Embeddings
Creating Custom Datum Embedding Models

Creating Custom Datum Embedding Models

Overview

In Acadia, datum embedding models are crucial for transforming raw data into a numerical format that can be easily analyzed and processed by machine learning algorithms. Custom datum embedding models allow you to tailor the embedding process to the specific characteristics and requirements of your data.

Understanding Datum Embedding Models

A Datum Embedding Model is a component that converts data from its original form (e.g., text, images) into a dense vector of floats. This vector represents the data in a lower-dimensional space while attempting to preserve relevant information.

DatumEmbeddingModel Abstract Base Class (ABC)

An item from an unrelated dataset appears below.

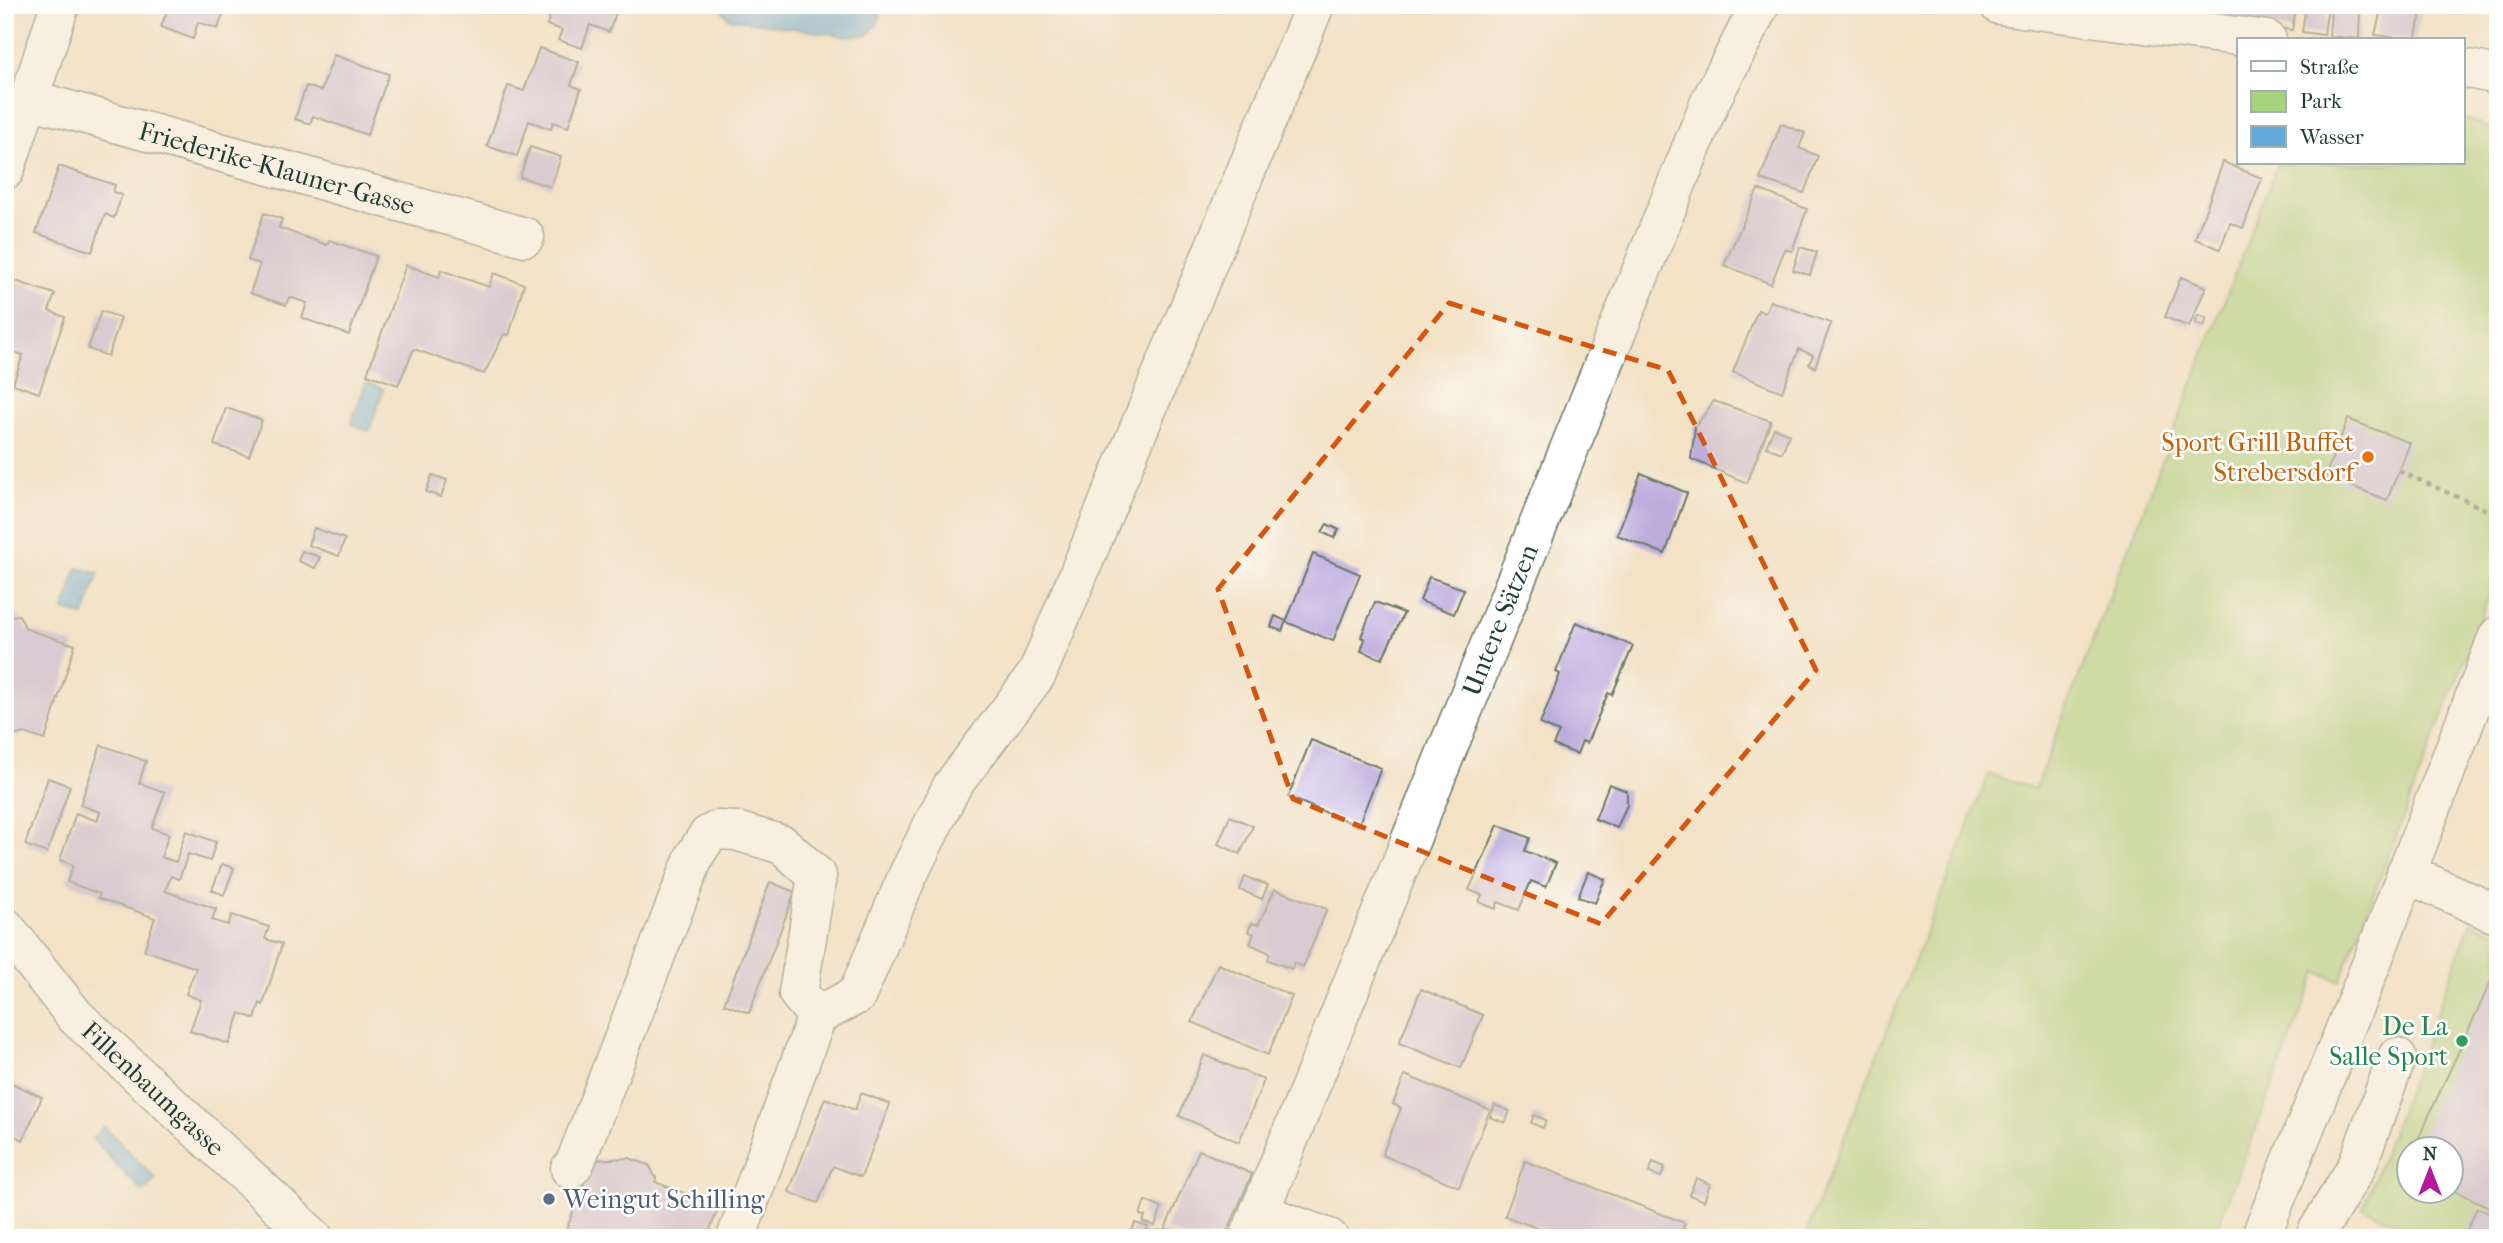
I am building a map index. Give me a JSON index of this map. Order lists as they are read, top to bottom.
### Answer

The DatumEmbeddingModel ABC in Acadia requires you to implement the following method:

  • get_datum_ids_to_embeddings(self, dataset: Dataset) -> IdToEmbeddingDictType: This method should return a dictionary mapping datum IDs to their corresponding embeddings. This mapping ensures that each datum's embedding is correctly associated with its ID for further processing or storage.

IdToEmbeddingDictType Explained:

  • EmbeddingType: A list of floats representing the datum's embedding.
  • IdToEmbeddingDictType: A dictionary where the key is the datum ID and the value is the EmbeddingType.

This type is crucial for ensuring that the embeddings generated by your model are correctly mapped to their respective datums.

Implementing a Custom Model

To implement a custom datum embedding model, you need to extend the DatumEmbeddingModel ABC and provide implementations for the required methods. Here is an example:

from acadia.models.datum_embedding_models.base import DatumEmbeddingModel
from acadia.types import IdToEmbeddingDictType, EmbeddingType
from acadia.database.schemas import Dataset, Datum
 
class MyCustomEmbeddingModel(DatumEmbeddingModel):
    def get_datum_ids_to_embeddings(self, dataset: Dataset) -> IdToEmbeddingDictType:
        # Initialization of the embedding dictionary
        embeddings = {}
 
        # Iterate through each datum in the dataset
        for datum in dataset.datums:
            # Process the datum to generate its embedding
            embedding = self.process_datum(datum)
            embeddings[datum.id] = embedding
 
        return embeddings
 
    def process_datum(self, datum: Datum) -> EmbeddingType:
        # Custom logic to generate embeddings
        # This could involve neural networks, statistical models, etc.
        return [0.1, 0.2, 0.3]  # Example fixed embedding